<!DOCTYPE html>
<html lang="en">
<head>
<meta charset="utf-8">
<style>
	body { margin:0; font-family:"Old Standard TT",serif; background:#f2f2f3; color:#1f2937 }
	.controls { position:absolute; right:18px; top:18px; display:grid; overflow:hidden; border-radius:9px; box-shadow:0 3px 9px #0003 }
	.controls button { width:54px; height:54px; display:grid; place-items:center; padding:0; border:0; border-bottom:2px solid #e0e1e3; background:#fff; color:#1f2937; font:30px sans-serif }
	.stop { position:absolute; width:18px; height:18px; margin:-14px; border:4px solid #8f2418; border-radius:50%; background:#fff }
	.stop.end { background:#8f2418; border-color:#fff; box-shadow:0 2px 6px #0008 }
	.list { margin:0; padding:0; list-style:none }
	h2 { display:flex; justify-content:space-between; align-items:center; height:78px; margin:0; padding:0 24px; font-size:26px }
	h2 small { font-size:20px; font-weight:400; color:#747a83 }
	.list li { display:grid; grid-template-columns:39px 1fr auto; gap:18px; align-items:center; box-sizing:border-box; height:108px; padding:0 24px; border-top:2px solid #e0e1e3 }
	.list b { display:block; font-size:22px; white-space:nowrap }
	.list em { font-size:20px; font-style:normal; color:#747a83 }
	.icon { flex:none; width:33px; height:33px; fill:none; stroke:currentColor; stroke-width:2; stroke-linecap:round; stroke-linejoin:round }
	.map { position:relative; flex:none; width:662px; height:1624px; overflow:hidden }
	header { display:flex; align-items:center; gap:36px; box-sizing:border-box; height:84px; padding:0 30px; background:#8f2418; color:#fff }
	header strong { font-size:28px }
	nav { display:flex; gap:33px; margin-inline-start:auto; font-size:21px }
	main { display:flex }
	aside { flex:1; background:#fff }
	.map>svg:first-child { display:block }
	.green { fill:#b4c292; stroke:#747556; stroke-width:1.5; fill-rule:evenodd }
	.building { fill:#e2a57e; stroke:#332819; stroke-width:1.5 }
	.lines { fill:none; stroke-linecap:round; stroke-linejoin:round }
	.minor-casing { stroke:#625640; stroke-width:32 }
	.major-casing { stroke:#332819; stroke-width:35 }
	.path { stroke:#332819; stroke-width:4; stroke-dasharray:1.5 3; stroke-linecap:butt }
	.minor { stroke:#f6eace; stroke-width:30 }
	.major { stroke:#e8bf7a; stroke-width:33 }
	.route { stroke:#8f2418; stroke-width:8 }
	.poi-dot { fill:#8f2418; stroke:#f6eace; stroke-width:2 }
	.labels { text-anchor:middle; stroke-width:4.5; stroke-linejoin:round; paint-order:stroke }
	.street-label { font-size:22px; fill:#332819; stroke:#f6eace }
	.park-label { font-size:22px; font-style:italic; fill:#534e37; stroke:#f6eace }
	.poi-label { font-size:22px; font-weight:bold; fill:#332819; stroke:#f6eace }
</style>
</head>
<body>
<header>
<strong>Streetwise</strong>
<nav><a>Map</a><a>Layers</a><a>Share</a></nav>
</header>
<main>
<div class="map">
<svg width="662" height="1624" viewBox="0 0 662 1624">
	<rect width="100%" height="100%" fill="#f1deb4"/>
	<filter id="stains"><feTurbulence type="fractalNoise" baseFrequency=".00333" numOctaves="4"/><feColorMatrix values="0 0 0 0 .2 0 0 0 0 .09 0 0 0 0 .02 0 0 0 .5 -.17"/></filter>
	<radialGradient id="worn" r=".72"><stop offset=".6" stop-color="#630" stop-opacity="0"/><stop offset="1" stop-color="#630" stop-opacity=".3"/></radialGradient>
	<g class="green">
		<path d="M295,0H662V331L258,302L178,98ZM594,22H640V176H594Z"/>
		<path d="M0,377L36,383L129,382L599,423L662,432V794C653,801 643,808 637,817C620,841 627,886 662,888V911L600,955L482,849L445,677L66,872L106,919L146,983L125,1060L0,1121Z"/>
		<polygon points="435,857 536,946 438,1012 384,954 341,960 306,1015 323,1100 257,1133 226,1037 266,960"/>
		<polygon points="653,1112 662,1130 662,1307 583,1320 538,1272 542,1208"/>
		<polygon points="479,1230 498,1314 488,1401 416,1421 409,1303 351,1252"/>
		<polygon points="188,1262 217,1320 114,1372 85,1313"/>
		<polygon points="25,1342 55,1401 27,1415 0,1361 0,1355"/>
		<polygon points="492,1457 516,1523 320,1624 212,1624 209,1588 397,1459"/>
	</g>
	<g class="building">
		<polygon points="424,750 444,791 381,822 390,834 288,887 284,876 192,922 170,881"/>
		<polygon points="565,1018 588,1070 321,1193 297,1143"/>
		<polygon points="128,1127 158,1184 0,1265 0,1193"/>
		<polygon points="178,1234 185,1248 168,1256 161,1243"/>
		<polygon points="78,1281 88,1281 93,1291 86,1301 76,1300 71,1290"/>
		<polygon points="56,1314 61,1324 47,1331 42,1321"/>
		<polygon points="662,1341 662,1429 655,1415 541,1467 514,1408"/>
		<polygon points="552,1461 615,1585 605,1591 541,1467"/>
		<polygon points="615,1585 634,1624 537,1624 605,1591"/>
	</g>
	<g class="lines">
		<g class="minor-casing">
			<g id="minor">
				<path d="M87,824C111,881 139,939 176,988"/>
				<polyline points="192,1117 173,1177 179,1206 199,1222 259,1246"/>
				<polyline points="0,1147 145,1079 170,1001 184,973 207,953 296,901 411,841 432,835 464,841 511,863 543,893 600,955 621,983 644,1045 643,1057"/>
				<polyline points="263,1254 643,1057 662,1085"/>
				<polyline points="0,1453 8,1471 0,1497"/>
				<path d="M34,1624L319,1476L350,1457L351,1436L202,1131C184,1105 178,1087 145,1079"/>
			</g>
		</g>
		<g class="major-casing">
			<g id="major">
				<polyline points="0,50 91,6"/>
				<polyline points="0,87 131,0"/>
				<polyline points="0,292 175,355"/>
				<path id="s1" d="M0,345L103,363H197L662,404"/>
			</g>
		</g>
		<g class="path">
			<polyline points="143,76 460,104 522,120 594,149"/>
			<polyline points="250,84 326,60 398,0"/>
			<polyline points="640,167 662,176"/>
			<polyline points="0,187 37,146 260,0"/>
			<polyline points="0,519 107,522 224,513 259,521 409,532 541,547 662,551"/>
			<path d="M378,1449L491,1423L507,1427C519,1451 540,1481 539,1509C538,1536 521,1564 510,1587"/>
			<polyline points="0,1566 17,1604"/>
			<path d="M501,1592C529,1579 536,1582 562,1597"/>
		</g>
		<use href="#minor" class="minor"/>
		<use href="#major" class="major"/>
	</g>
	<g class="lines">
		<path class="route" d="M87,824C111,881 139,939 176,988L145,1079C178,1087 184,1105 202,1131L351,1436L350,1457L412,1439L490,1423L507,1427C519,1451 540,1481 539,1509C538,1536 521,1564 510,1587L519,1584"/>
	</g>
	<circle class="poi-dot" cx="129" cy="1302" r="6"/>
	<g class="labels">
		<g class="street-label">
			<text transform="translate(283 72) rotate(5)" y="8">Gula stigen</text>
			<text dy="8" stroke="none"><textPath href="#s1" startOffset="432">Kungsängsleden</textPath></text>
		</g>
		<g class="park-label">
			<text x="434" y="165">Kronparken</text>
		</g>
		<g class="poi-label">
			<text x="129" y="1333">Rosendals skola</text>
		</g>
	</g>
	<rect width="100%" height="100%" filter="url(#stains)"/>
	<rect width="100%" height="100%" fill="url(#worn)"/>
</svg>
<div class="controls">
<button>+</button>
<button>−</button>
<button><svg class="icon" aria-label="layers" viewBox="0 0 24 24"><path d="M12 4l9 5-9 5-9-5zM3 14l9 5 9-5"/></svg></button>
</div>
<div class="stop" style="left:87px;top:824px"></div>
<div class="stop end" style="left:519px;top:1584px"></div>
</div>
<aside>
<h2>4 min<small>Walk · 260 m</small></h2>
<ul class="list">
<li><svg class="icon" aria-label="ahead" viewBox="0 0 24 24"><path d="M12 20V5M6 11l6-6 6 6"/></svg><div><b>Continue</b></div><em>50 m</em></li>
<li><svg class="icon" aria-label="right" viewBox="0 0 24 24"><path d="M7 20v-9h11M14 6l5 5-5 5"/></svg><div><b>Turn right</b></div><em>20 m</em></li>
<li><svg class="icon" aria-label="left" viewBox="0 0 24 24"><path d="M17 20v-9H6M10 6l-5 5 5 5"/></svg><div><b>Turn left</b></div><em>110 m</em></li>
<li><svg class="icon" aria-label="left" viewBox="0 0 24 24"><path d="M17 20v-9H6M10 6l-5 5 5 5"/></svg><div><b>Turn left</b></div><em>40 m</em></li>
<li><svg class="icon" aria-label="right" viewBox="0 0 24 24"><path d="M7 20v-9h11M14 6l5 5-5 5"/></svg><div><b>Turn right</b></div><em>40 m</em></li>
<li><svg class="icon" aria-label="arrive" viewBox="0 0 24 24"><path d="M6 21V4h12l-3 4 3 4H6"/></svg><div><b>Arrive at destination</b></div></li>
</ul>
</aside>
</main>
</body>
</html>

__________

- _Task_
Beginning at the line above with "<strong>Streetwise</strong>" and finishing at the line with "0 0 0 0 .09", return each line exactly and return nothing else.

- _Response_
<strong>Streetwise</strong>
<nav><a>Map</a><a>Layers</a><a>Share</a></nav>
</header>
<main>
<div class="map">
<svg width="662" height="1624" viewBox="0 0 662 1624">
	<rect width="100%" height="100%" fill="#f1deb4"/>
	<filter id="stains"><feTurbulence type="fractalNoise" baseFrequency=".00333" numOctaves="4"/><feColorMatrix values="0 0 0 0 .2 0 0 0 0 .09 0 0 0 0 .02 0 0 0 .5 -.17"/></filter>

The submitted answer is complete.